From the three tables of performance metrics for UBCF, IBCF and SVD models vs Hybrid models, we can see that the prediction accuracies of all three Hybrid recommendation models fall between its original model and random model. Based on the 20/80 weighting of the original algorithms and the random algorithm, the RMSE of the Hybrid model is a little bit weakened as all random models have higher RMSE than their original models.
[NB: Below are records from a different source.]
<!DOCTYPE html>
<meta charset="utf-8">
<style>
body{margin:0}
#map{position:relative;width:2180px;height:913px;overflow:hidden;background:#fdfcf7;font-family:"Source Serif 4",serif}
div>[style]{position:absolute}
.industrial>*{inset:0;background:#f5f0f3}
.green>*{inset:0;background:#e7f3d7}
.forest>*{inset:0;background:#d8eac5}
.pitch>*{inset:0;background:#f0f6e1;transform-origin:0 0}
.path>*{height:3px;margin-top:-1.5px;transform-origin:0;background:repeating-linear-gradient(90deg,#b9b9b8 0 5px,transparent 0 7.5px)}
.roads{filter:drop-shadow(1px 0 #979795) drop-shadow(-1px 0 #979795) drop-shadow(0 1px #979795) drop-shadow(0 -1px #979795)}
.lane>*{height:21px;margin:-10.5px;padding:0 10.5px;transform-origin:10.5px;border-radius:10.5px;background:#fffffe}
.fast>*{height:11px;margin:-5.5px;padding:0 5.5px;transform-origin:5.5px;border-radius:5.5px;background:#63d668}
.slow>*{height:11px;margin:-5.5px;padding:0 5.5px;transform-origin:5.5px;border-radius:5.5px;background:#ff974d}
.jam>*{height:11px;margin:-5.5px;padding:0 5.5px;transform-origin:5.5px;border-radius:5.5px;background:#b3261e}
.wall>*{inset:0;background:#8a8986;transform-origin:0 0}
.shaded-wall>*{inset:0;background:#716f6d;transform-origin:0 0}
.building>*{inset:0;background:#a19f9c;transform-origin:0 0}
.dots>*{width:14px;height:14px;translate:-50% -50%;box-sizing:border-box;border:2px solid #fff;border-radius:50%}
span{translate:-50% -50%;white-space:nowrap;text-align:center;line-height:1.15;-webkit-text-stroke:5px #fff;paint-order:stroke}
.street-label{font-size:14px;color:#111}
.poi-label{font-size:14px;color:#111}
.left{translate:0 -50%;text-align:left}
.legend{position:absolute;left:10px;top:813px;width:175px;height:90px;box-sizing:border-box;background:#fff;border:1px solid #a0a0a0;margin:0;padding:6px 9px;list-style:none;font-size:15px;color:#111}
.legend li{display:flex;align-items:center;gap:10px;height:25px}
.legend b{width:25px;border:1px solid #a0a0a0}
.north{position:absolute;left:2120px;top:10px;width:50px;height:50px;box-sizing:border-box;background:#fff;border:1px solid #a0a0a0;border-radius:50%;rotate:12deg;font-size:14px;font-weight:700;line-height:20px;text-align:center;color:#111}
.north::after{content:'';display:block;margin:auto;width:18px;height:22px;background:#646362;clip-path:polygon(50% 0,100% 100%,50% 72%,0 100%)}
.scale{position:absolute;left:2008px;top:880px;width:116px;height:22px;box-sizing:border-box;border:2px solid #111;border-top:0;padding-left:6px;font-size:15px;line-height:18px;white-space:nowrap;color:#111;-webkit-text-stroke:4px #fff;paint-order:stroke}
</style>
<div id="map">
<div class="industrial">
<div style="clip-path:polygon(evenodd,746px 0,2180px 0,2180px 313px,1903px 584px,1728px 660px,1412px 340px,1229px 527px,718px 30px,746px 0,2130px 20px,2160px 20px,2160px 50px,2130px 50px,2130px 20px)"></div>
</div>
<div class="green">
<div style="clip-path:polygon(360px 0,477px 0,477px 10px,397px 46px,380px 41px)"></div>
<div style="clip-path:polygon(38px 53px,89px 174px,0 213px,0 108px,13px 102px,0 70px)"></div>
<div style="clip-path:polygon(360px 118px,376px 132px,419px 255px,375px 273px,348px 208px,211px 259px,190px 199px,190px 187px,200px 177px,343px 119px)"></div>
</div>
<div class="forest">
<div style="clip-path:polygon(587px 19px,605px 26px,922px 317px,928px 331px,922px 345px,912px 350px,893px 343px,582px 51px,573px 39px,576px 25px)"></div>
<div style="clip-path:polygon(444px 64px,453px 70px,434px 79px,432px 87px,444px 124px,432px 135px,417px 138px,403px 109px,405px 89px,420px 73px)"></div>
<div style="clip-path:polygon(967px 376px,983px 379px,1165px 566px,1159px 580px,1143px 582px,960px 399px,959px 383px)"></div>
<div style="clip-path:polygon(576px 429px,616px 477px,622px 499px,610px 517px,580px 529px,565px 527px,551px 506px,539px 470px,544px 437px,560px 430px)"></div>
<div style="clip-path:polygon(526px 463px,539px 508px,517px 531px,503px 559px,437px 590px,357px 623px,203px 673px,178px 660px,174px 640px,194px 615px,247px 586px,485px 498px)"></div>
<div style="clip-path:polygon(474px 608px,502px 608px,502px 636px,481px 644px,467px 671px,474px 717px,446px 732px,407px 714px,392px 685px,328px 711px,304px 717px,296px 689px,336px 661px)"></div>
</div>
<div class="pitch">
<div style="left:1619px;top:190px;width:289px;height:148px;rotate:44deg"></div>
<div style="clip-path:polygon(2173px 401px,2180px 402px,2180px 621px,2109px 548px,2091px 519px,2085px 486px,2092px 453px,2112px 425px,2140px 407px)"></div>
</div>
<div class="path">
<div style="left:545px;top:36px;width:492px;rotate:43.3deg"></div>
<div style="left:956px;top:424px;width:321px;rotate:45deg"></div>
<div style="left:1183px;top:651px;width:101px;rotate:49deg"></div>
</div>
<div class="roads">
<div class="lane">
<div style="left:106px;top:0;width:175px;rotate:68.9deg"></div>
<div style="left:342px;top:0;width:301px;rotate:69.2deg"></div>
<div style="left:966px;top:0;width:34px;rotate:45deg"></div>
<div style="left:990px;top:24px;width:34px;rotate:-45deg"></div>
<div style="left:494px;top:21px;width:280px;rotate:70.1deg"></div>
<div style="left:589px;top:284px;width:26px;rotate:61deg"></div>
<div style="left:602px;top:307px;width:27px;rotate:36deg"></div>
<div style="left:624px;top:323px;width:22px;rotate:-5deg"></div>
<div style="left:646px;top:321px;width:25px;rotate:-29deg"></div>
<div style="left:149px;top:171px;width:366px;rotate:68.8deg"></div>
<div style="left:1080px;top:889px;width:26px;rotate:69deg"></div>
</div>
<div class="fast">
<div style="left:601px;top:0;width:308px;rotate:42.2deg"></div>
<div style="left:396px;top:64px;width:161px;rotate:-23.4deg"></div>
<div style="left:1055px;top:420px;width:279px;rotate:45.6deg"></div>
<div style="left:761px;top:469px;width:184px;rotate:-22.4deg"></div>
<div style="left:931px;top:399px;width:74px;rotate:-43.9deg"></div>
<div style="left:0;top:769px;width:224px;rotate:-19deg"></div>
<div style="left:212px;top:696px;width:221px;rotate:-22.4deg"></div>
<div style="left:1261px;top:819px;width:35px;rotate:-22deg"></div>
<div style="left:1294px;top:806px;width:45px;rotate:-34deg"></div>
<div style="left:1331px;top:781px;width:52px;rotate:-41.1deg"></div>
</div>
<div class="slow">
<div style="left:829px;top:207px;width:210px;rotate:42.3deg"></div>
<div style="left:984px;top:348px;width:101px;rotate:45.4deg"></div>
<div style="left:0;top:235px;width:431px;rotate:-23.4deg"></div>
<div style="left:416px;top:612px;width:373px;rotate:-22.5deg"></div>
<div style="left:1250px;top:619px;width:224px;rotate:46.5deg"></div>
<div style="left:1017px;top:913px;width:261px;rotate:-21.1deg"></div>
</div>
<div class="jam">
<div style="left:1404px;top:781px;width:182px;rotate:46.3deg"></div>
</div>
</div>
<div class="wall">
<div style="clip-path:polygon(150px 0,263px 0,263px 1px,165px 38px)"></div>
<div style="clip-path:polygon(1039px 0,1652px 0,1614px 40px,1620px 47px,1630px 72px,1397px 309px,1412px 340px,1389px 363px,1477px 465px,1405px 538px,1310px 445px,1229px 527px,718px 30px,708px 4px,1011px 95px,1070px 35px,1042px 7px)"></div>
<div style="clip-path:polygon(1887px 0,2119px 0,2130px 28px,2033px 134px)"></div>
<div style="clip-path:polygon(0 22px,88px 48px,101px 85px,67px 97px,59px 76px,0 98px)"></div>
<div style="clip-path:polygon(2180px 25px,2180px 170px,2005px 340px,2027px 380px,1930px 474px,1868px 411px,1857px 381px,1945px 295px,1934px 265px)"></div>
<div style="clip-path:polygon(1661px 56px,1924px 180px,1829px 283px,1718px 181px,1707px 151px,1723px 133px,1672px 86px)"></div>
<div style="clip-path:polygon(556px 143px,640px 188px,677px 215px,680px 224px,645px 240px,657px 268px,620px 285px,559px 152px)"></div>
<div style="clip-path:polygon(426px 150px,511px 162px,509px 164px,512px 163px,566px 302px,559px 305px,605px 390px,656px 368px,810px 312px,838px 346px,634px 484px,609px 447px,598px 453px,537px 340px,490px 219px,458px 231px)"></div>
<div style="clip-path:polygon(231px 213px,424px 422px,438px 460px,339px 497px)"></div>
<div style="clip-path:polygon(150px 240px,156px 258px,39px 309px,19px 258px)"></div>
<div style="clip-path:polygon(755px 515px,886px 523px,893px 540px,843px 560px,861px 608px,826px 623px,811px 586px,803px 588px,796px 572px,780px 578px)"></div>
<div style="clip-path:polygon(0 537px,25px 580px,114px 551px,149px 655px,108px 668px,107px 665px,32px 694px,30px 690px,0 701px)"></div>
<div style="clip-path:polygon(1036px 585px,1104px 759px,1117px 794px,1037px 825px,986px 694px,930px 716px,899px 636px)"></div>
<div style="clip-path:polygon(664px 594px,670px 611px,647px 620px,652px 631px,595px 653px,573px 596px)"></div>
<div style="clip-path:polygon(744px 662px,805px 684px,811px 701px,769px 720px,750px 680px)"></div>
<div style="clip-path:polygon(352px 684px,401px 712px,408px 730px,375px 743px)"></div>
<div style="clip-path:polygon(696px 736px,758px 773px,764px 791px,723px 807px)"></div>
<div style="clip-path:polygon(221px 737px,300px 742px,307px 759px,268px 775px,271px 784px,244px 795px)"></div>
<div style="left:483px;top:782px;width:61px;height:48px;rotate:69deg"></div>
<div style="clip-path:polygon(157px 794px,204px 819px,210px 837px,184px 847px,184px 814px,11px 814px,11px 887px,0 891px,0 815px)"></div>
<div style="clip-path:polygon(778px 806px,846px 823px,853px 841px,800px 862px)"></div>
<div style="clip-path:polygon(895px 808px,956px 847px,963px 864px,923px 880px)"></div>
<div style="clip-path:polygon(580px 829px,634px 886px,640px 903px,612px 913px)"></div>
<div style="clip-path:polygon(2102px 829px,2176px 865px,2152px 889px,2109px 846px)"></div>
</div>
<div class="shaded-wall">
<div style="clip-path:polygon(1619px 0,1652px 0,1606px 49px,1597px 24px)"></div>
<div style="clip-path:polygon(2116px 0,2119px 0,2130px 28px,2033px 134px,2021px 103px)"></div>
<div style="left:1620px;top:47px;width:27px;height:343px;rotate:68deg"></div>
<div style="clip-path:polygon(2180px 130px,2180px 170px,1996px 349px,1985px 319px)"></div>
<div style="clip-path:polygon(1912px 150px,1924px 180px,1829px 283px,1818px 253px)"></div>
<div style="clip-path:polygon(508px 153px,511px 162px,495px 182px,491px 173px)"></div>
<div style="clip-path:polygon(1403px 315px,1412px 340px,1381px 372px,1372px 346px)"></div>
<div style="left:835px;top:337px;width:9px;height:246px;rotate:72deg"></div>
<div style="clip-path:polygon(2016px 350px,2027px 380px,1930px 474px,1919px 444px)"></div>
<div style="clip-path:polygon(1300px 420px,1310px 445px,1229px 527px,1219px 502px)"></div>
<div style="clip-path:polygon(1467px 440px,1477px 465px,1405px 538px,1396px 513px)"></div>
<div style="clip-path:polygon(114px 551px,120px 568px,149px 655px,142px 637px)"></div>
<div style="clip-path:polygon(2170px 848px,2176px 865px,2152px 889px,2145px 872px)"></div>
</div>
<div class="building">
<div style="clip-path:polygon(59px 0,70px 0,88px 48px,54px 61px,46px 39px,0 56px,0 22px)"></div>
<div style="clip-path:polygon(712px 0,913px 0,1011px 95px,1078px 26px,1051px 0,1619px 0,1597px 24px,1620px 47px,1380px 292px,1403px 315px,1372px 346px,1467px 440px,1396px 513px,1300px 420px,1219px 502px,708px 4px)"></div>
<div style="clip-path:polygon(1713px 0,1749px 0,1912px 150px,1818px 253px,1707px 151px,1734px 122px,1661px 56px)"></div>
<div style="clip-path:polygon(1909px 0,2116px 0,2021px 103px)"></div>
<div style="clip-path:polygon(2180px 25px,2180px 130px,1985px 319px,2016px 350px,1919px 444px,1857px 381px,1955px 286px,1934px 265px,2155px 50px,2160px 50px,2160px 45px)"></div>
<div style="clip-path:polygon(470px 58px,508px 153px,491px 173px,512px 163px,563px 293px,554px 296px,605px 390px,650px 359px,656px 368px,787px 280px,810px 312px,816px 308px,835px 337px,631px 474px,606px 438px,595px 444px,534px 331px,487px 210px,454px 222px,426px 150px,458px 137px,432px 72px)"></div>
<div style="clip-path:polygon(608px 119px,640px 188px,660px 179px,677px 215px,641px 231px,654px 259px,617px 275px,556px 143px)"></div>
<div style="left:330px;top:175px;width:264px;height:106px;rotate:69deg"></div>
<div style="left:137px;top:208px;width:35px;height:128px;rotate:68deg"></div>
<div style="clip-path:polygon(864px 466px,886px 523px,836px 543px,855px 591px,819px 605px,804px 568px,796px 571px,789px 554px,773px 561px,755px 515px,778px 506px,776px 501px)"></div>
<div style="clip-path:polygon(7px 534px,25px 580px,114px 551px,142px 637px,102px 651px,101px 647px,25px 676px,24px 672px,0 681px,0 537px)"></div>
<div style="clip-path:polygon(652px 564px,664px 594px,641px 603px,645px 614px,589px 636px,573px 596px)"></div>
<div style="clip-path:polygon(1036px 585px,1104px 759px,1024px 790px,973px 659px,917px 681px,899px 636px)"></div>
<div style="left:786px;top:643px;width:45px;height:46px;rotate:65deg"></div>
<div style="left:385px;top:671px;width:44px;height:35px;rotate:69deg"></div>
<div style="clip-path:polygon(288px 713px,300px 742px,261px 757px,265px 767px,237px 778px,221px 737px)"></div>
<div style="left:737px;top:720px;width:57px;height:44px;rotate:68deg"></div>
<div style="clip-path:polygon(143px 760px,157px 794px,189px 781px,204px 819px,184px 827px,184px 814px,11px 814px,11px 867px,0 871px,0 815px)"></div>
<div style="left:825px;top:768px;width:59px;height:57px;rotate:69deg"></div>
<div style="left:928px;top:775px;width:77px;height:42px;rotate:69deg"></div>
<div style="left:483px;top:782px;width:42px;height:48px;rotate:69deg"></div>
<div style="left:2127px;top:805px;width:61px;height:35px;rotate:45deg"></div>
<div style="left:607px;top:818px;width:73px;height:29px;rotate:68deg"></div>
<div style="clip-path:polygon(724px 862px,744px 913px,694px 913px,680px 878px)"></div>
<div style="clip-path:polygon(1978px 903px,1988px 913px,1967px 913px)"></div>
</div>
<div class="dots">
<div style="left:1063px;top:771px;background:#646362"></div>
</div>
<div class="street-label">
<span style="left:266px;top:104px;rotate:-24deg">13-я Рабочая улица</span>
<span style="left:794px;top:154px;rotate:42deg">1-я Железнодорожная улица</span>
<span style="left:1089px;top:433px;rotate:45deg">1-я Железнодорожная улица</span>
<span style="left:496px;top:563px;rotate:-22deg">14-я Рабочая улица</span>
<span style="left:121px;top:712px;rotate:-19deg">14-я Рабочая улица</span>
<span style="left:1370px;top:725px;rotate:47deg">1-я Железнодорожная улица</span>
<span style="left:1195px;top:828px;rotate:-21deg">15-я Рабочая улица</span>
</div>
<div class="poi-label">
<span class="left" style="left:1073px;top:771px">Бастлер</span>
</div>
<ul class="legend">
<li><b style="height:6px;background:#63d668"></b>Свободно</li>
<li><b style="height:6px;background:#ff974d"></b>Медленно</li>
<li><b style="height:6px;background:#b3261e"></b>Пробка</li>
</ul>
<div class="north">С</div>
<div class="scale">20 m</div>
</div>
Recommender systems can be evaluated offline and online. The main difference between offline and online datasets is the way of accuracy testing. For offline evaluation, it is just like what we did with the MovieLense dataset above to test the effectiveness of the system by calculating RMSE and other metrics. When we use offline dataset, the recommendation will be tested according to the "unknown" part of the test dataset. However, when our recommender system becomes online, i.e. online evaluation is possible, the "unknown" part will then be a new registered user or a live user that is looking for recommendations. We will evaluate users' click-through rate and conversion rate in the online recommender system. Click-through rate is a metric shown as a percentage that measures how many people clicked on the item, while conversion rate is a metric shown as a percentage that displays how many users complete an action on the item out of the total number of visitors. We can also create a user preference survey in the user profile section for users to fill in their preferences on the items, such as movie genres, actor/actress, location, etc. Adding the two metrics and user-preference design to our online recommender systems can provide more user-item information to the analysis and therefore can further improve the model accuracy and produce more interesting recommendations.